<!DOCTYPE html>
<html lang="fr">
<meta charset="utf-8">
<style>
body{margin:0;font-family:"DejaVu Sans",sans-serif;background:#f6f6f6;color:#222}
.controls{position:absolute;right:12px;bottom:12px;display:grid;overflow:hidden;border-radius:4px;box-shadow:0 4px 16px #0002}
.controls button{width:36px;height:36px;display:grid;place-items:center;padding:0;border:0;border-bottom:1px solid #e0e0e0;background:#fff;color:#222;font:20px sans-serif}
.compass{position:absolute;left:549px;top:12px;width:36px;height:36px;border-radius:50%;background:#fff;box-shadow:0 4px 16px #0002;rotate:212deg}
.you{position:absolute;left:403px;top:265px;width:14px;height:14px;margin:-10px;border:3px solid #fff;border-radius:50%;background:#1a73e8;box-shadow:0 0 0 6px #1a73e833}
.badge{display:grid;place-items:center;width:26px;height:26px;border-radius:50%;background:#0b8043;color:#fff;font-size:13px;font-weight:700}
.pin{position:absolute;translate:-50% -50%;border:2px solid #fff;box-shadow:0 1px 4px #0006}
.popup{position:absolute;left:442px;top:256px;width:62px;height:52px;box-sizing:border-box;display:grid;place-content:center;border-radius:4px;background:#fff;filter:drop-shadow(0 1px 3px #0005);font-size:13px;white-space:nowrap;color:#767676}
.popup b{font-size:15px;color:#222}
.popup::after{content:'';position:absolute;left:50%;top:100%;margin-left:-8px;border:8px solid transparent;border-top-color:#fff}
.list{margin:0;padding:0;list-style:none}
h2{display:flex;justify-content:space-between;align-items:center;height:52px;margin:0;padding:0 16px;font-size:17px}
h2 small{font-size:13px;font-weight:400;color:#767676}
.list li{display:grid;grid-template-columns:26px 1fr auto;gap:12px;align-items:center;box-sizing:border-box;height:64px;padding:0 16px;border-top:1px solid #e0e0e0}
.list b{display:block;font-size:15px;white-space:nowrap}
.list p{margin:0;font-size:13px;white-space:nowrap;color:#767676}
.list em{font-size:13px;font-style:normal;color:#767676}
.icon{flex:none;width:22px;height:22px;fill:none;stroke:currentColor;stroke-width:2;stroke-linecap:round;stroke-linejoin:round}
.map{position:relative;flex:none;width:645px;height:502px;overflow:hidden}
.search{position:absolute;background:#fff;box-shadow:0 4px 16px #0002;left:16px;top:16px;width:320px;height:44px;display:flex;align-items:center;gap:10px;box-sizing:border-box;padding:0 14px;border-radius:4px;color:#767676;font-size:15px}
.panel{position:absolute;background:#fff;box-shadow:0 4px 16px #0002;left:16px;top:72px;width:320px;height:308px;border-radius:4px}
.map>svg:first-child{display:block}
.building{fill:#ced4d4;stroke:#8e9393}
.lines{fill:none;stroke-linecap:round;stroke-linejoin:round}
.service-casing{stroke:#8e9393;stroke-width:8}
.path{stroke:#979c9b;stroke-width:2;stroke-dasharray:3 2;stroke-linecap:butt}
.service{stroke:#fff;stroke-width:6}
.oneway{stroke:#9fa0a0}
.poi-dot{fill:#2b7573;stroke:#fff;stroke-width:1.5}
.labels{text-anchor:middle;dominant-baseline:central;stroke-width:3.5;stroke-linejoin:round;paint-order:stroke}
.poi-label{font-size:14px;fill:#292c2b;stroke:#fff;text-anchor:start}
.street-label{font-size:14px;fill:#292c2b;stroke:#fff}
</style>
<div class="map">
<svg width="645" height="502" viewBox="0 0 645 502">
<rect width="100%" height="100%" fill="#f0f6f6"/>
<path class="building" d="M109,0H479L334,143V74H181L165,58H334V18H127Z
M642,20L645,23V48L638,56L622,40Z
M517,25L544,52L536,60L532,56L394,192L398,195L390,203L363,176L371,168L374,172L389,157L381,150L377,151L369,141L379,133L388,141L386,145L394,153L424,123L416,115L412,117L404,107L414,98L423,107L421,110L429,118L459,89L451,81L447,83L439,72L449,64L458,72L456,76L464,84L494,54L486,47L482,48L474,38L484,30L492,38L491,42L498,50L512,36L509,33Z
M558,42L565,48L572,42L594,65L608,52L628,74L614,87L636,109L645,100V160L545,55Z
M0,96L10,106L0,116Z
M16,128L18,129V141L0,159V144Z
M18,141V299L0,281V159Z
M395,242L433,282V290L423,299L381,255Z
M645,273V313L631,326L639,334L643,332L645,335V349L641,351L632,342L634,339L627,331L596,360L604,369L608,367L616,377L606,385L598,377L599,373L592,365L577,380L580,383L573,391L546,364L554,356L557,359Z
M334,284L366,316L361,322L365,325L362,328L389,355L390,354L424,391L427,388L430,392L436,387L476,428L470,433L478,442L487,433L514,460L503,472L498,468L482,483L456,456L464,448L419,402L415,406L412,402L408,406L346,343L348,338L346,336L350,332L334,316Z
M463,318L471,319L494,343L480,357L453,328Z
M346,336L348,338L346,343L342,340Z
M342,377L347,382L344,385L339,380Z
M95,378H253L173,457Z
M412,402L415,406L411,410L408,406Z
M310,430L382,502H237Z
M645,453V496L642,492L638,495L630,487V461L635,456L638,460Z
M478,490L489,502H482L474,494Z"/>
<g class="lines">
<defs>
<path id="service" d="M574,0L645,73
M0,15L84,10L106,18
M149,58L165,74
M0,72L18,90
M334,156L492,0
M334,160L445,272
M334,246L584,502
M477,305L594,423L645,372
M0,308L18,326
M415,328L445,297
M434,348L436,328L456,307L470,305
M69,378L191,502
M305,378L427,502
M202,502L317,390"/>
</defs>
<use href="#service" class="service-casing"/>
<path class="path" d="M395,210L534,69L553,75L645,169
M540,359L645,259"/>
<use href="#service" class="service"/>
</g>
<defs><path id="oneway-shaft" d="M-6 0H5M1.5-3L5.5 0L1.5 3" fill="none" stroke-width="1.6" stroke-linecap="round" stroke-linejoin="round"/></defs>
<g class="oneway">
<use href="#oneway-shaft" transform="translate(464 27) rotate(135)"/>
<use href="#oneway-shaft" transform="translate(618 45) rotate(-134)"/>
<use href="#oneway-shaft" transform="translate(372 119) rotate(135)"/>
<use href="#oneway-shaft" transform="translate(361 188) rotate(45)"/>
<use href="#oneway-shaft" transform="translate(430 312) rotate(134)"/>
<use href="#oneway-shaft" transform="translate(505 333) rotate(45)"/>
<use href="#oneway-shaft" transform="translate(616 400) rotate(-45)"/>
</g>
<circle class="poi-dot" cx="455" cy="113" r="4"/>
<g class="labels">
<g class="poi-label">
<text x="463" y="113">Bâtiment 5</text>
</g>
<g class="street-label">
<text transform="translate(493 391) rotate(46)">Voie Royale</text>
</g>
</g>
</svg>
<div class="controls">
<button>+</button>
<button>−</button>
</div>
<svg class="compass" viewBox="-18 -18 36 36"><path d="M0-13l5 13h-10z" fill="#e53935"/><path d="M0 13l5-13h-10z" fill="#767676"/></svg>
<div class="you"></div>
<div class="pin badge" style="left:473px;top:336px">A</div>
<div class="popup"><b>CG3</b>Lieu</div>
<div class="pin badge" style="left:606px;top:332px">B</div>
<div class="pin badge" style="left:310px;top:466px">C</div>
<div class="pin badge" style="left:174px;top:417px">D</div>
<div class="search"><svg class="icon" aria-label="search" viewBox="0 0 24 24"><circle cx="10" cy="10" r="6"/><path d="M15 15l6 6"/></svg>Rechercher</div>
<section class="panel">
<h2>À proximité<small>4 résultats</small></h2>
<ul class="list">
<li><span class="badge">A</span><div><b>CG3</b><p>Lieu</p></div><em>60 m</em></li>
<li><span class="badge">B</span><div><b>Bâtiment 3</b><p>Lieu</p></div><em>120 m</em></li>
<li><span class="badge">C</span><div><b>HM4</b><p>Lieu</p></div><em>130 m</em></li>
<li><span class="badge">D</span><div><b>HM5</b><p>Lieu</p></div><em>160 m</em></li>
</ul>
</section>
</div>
□ □ □ □ □ □ □
## Directions
For every line above that includes the word "nowrap", return the line.

## Exercise solution
.popup{position:absolute;left:442px;top:256px;width:62px;height:52px;box-sizing:border-box;display:grid;place-content:center;border-radius:4px;background:#fff;filter:drop-shadow(0 1px 3px #0005);font-size:13px;white-space:nowrap;color:#767676}
.list b{display:block;font-size:15px;white-space:nowrap}
.list p{margin:0;font-size:13px;white-space:nowrap;color:#767676}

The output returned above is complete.